Most genes are not nearly so well understood as the BRCA genes. We simply don't have the scientific evidence to know what mutations of most genes mean. Yet, direct-to-consumer companies like 23andMe are willing to make interpretive claims about some of these genes, despite the high risk of false positives and false negatives.
The FDA is asking 23andMe to demonstrate that its medical service is analytically and clinically validated. Validation includes both the analysis of people's saliva samples to conduct genetic sequencing and also the interpretation of these results to predict future risk of disease. While there are standard protocols followed by most labs that enable them to conduct DNA analysis, a number of studies have demonstrated that different clinical validation methods of different direct-to-consumer companies means that the same person can get different results from two different labs. A person may be told by one lab that they are at increased risk for disease and the same person may be told by another lab they are at below average risk of the same disease.
This problem of inadequately validated claims of clinical significance cannot simply be solved by saying these tests, like those offered by 23andMe, are for entertainment purposes only. 23andMe is making bold claims about a person's medical future, risk of disease, and responses to particular drugs. And the basis of 23andMe's claims, these predictions, must be subjected to rigorous scrutiny, peer review, and yes, FDA regulation.
While no one company should hold a monopoly on genetic testing, we also can't assume that every new test is a good test. All genetic testing should be properly validated to ensure the methods of testing and interpretation fulfill the intended purpose and provide meaningful and accurate information. Medical data ought to be shared with open-access databases for the benefit of scientific and medical advances. Testing should be accompanied, both before and after testing, with independent genetic counseling. And corporate marketing practices should not overpromise the benefit of genetic testing or drum up people's fear of disease.
Arguably, the primary compensation that consumers give to companies like 23andMe is access to their genetic and family histories. With nearly half a million people having given 23andMe their DNA and their family history, we must address issues of privatization of genetic material. Indeed, others have addressed the fact that 23andMe has used its vase database of genetic and family history to get a patent on "gamete donor selection based on genetic calculations". We need not focus on the controversy about "designer babies" which ensued, to see that 23andMe is using its customers' biodata and familial information to launch new business products, again with vast moral, medical, and scientific implications.

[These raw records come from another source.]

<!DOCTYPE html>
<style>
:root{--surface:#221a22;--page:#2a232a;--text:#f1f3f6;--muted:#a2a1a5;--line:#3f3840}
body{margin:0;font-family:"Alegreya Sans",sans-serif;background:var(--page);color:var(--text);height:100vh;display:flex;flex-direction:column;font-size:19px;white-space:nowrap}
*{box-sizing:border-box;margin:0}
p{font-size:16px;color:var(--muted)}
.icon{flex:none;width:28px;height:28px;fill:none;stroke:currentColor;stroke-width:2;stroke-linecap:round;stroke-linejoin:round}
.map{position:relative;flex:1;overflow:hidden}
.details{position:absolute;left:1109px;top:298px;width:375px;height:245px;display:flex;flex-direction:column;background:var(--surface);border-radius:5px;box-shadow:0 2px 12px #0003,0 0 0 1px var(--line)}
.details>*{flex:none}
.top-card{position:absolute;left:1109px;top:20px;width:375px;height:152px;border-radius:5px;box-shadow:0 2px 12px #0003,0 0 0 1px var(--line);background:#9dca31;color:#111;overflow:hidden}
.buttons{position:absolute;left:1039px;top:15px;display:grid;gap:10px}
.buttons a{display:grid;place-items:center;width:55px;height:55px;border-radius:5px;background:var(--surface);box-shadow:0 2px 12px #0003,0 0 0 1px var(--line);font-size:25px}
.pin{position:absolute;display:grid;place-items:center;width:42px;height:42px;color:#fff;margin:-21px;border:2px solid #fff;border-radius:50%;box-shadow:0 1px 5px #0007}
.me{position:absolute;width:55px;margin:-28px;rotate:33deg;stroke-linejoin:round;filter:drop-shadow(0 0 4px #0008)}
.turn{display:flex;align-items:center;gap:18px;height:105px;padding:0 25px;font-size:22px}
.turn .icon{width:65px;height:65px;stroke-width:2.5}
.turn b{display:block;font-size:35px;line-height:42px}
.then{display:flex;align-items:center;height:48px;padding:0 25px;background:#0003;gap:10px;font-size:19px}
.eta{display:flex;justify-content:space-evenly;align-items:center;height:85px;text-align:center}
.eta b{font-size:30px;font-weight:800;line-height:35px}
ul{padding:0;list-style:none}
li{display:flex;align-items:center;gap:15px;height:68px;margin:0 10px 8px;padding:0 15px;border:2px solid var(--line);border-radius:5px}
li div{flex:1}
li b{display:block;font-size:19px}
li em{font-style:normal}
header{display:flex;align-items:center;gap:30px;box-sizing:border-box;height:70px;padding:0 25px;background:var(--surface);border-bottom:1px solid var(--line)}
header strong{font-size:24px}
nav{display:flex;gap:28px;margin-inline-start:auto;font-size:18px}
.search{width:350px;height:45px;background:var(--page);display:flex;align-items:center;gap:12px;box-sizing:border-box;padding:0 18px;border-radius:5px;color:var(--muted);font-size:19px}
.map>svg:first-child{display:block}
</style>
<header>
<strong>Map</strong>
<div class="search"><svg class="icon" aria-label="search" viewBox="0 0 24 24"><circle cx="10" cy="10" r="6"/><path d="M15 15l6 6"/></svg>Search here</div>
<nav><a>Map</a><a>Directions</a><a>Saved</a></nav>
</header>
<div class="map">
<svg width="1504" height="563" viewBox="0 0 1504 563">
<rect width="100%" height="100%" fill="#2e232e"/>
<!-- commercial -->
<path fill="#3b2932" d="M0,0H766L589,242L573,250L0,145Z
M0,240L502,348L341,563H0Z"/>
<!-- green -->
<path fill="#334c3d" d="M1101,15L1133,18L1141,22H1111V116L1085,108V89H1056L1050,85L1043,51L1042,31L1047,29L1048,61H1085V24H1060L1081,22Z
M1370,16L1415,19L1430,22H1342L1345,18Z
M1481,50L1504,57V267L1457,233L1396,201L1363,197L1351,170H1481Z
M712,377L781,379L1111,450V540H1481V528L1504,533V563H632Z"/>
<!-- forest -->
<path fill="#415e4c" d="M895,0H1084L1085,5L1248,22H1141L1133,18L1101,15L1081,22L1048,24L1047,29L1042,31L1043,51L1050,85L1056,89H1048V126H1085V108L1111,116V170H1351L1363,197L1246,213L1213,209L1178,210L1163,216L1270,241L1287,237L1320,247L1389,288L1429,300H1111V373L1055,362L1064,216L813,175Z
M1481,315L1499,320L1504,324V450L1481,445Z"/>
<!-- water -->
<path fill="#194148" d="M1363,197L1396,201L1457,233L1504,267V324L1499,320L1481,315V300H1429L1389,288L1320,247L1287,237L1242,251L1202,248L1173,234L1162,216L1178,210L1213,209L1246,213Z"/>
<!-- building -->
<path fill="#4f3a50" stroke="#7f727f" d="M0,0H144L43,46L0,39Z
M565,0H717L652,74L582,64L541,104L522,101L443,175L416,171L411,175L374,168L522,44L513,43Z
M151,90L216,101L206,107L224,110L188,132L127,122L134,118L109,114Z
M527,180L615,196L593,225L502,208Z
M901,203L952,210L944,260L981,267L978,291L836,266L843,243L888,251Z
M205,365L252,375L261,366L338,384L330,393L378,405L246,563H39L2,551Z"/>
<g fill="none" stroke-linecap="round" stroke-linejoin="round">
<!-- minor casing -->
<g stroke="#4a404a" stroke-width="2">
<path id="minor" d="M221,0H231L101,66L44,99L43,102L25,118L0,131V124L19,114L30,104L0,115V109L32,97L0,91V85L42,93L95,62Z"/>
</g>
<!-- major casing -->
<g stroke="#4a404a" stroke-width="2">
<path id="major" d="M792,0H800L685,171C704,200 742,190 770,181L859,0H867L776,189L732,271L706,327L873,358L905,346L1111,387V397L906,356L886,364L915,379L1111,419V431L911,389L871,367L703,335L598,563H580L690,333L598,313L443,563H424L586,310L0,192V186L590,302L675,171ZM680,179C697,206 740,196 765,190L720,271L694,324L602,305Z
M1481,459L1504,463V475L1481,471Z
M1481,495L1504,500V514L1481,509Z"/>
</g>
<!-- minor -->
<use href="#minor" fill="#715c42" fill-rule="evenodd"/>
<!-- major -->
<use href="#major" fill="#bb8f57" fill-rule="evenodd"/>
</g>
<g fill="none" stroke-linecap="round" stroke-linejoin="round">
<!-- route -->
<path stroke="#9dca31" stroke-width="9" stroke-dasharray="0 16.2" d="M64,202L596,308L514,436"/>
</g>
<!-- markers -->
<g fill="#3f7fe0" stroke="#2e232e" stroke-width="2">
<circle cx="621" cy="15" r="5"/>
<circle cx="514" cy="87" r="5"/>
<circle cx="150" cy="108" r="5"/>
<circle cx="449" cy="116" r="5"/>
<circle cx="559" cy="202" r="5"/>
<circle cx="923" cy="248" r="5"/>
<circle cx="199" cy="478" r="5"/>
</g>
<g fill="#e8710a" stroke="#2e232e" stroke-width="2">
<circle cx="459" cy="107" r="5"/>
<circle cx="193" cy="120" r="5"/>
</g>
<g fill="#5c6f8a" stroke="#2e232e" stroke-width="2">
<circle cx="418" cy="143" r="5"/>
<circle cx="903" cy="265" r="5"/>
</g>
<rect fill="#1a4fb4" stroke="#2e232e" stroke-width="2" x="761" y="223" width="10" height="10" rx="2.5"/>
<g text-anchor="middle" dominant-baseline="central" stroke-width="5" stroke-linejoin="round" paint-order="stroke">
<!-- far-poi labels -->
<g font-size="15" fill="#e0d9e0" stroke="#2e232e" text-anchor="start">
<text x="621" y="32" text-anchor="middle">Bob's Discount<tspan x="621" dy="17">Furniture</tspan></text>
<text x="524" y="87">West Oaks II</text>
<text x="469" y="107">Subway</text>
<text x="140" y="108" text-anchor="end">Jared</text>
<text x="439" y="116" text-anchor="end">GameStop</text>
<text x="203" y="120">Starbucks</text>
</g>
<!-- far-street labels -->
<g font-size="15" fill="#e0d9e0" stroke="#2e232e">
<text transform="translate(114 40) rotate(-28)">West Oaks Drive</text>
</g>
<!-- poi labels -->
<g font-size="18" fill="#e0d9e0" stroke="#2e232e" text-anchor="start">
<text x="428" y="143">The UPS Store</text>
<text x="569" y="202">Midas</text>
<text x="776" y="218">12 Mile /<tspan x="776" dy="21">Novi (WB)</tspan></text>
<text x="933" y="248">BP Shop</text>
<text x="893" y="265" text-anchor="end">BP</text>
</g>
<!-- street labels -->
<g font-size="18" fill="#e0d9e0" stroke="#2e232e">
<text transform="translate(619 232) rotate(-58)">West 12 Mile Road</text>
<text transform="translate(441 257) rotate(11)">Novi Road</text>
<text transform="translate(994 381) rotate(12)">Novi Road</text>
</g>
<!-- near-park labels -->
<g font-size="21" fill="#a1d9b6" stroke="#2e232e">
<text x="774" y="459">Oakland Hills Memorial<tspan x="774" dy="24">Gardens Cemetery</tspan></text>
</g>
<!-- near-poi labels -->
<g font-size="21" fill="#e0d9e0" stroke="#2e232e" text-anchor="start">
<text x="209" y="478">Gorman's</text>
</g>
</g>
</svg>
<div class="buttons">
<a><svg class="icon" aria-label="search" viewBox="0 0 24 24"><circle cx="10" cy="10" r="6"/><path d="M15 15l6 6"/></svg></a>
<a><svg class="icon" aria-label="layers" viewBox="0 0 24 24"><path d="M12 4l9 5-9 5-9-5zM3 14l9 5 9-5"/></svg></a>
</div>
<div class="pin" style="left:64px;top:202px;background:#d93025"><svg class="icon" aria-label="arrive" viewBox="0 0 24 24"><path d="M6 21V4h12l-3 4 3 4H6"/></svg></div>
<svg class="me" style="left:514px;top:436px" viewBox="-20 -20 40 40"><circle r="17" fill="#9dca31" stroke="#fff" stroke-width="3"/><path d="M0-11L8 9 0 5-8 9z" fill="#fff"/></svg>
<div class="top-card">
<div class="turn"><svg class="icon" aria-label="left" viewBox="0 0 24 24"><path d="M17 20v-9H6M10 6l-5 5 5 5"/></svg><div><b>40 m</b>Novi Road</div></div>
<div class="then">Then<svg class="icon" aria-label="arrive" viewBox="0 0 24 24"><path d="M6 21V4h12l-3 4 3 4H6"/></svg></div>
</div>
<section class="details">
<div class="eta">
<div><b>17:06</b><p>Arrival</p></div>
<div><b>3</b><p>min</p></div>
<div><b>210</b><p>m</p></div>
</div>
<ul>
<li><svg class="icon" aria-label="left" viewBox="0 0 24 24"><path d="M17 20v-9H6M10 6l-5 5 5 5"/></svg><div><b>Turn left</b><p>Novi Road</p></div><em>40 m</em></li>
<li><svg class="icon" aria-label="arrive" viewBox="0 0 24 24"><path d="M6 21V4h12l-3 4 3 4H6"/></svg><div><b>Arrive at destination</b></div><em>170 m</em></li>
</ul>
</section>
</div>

The key lessons we learned from Myriad monopoly on the "breast cancer genes" are not only that genetic testing is fraught with moral and medical complexity but also that, as a medical service, genetic testing must adhere to medical rather than business ethics. Public health and patient protection should come before company profit. And this week the FDA has taken a welcome stand to protect public health by insisting that what is clearly a medical service be regulated as such. While we continue, as a society, to sort out how to use genetic information to best serve the public's health, I am glad to see this move to regulate genetic testing according to medical rather than business ethics.